Dave Koz: For me, I think it happened in the right way at the right time. And even though it was rather ‘public’, it didn’t have any controversy surrounding it…it sorta came and went really. To this day I think there are large numbers of folks who don’t know I am out—but many folks do know. I don’t lead with that in my daily life, but it’s all out there for anyone to see and should it come up I am more than happy to speak on it, no matter where in the world I go. (and I’ve played concerts in places like Russia and Dubai where this info is a little more politically and culturally charged).
I think my coming out matched me and where I was at the time…and where I am now. It felt right and it was time. Hopefully in the not too distant future, a person’s coming out will be so matter of fact and such an everyday occurrence that it will become a complete non-issue.
Ben Finzel: I’ve always relied on music as a touchstone for my life. There are certain songs and artists that have carried me through tough times and helped me celebrate good ones. How important do you think music is to LGBT people living in what is often an unfriendly world?
Dave Koz: Music is important for everyone…even those that wouldn’t classify themselves as die-hard music fans. Could you imagine our world without it? What about going to a movie without a soundtrack? Or a bar without some ambience of music playing? We mark our experiences with songs and artists and moments in time become forever etched in our brains with musical soundtracks all their own. So I don’t think using ‘music as comfort’ it’s uniquely a LGBT experience. I think everyone has that usage for it to some extent. But I do think that there are musical stereotypes that get attached to certain groups…like dance/techno is the only thing that gays like to listen to/respond to. Tell that to the ever-increasing LGBT audience I am overjoyed to see at the concerts, cruises, events my band and I do.
Ben Finzel: Last fall you released a Greatest Hits album and this summer you’re going to tour again.
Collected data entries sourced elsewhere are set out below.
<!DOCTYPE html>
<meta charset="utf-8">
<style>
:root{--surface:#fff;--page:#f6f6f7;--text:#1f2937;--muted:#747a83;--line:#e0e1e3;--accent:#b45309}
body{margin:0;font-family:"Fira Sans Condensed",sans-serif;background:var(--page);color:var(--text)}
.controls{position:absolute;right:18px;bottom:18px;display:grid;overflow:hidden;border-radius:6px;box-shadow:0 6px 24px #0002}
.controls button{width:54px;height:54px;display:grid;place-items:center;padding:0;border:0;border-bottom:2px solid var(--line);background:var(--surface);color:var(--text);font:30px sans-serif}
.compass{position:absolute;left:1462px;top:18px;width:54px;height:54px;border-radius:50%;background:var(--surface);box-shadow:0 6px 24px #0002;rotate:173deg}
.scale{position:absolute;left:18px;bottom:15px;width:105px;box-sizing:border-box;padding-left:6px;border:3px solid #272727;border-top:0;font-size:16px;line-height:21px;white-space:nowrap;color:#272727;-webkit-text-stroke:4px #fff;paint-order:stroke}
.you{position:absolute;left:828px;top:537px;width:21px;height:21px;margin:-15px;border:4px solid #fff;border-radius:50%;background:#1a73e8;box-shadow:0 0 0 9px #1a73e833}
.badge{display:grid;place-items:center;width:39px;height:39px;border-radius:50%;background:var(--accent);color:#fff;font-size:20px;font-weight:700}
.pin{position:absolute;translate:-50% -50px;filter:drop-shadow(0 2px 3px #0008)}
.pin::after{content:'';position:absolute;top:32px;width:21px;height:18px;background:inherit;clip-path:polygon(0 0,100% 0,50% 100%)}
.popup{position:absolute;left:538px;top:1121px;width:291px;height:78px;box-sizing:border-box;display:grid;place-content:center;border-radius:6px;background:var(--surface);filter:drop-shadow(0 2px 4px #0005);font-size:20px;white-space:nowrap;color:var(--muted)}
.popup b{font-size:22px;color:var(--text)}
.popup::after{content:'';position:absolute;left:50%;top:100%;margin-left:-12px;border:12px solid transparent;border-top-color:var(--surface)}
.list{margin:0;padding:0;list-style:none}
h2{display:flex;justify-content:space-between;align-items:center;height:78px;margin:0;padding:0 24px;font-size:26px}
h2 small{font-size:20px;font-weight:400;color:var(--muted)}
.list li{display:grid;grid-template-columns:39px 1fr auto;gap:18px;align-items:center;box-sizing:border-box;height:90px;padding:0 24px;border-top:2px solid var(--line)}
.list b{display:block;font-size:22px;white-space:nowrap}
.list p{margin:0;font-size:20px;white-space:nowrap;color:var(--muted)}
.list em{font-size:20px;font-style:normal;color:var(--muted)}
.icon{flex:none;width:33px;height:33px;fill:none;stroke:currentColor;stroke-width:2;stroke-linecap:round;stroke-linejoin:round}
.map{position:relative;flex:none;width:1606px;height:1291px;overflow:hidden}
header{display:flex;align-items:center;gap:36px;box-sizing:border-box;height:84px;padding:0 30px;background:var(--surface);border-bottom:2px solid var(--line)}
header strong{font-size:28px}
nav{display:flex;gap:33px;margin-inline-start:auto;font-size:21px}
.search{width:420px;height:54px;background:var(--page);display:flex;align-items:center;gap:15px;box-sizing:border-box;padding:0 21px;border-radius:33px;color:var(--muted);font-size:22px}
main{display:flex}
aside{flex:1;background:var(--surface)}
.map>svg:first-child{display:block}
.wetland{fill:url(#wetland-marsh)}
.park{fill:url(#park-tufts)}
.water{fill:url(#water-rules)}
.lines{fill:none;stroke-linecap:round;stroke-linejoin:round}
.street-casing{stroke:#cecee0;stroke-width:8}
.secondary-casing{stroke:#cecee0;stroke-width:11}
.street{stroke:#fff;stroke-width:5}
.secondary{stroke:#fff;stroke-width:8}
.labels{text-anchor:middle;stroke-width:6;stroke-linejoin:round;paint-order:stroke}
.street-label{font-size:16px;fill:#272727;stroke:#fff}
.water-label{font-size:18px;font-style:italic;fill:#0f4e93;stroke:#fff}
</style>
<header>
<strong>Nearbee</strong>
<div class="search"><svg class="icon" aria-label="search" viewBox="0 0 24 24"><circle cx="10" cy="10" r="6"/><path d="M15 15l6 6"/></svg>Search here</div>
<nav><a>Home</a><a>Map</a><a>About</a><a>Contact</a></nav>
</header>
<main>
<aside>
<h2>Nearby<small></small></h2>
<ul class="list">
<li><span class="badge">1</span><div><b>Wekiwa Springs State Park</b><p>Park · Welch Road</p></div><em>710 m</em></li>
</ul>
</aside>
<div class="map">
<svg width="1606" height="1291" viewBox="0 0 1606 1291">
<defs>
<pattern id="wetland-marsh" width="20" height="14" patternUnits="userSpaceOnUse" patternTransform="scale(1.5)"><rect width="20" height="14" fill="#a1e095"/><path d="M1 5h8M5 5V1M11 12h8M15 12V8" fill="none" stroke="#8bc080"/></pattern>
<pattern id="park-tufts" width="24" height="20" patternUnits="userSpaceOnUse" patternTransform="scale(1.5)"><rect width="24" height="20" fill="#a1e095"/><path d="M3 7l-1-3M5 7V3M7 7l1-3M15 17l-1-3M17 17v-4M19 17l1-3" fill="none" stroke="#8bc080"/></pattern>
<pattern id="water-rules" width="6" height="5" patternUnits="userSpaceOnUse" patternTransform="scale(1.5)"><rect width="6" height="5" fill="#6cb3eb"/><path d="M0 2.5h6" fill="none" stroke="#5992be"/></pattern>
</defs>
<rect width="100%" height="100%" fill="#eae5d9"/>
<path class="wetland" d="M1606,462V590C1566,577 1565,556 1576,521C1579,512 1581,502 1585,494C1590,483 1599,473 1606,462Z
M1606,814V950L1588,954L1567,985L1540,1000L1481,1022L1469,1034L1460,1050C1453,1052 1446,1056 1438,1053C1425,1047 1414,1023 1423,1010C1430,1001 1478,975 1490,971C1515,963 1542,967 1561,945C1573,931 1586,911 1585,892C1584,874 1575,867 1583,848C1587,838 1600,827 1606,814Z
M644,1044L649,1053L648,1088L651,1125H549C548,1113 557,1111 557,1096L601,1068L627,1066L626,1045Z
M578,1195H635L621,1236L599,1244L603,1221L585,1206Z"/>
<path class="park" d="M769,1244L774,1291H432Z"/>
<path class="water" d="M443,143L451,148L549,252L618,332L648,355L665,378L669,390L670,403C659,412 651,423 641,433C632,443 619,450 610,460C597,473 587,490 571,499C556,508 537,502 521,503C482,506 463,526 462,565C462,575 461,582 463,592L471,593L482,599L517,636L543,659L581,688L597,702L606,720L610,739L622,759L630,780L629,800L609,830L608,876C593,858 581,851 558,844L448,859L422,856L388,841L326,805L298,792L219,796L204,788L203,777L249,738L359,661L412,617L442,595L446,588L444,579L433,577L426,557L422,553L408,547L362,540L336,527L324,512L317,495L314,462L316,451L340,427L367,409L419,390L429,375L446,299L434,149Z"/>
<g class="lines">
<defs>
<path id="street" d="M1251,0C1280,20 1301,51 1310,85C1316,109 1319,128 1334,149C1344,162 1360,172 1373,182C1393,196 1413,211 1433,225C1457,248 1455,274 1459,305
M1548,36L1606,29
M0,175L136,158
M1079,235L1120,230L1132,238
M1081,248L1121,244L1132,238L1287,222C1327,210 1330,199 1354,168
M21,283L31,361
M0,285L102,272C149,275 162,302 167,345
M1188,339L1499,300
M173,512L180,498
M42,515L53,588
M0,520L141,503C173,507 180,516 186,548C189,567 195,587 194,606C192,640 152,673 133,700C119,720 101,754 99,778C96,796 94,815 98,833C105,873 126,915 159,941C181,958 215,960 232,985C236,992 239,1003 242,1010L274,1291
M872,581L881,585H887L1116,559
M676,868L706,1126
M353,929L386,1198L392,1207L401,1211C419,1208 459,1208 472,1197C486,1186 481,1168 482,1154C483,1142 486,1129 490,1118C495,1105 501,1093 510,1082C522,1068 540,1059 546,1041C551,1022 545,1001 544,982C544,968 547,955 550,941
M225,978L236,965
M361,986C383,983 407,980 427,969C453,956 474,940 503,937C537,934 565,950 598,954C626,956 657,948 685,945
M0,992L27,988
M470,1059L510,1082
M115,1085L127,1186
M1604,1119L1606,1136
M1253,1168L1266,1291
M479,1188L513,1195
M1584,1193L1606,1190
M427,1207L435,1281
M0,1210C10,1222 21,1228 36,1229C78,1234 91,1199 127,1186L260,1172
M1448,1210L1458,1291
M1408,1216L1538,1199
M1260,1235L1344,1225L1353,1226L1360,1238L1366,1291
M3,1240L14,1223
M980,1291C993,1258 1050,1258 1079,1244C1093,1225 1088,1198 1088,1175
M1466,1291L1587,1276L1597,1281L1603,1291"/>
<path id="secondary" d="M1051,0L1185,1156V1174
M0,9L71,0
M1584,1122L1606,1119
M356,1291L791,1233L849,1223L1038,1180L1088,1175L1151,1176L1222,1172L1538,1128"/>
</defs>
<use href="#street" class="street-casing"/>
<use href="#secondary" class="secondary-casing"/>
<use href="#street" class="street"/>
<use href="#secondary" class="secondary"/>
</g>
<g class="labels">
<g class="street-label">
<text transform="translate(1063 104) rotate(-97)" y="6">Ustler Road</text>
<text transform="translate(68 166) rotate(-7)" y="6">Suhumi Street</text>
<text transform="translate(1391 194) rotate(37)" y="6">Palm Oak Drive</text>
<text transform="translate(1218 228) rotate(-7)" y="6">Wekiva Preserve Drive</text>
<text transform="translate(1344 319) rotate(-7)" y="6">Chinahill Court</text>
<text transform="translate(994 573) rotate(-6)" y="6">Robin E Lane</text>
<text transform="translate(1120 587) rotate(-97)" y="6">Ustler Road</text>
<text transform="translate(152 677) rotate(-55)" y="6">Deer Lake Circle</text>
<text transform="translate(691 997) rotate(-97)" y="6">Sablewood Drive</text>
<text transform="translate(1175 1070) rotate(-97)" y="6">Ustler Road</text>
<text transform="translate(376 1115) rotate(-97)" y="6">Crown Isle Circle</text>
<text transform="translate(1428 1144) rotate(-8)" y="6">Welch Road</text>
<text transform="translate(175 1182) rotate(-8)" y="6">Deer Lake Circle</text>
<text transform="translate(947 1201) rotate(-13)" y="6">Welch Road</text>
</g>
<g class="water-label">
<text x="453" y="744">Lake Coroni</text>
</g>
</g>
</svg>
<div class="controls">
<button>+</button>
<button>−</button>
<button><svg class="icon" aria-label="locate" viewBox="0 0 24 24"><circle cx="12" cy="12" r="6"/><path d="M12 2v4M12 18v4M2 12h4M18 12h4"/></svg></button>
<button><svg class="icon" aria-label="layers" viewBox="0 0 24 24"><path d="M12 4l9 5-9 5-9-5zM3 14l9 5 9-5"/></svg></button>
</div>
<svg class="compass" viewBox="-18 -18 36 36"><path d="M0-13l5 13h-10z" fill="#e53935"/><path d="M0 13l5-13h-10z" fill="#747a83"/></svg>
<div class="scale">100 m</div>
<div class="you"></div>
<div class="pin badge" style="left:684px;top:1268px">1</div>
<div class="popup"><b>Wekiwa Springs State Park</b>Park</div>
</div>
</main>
How has touring changed for you since you came out?
Dave Koz: It’s hard to put into words as it’s really more a feeling. I guess it has most to do with being 100% comfortable on stage…about fully stepping into my own shoes, playing with the full deck of cards…about being completely bare and honest when I go out there. It’s intangible, and may be unrecognizable to the average concert-goer at my shows. But I feel it. When I came out I did what I thought was the most difficult thing I could ever imagine facing in my life, personally. Getting to the other side of it you realize…if I can do that, I can really do anything. So I just go out there, and let it all hang out. What’s to fear?! Mostly though, it’s been a huge confidence-builder, and it’s made my shows more fun, light, spontaneous, emotional and in-the-moment. It’s also freed me up musically in ways I’ve found surprising and wonderful.
Ben Finzel: Dave, thank you for taking the time to share your thoughts with us. I hope you’ll keep entertaining us for many years to come. We’ll be listening.
Dave Koz photo courtesy of the artist.
wow – i had no idea dave koz was gay. i guess i need to ramp up my reading of The Advocate, etc.
i love jazz, and dave’s radio show is always entertaining and his music has always been nice to hear. i guess i’ll also have to begin buying his so as to contribute to another gay man’s success. thanks for the interview!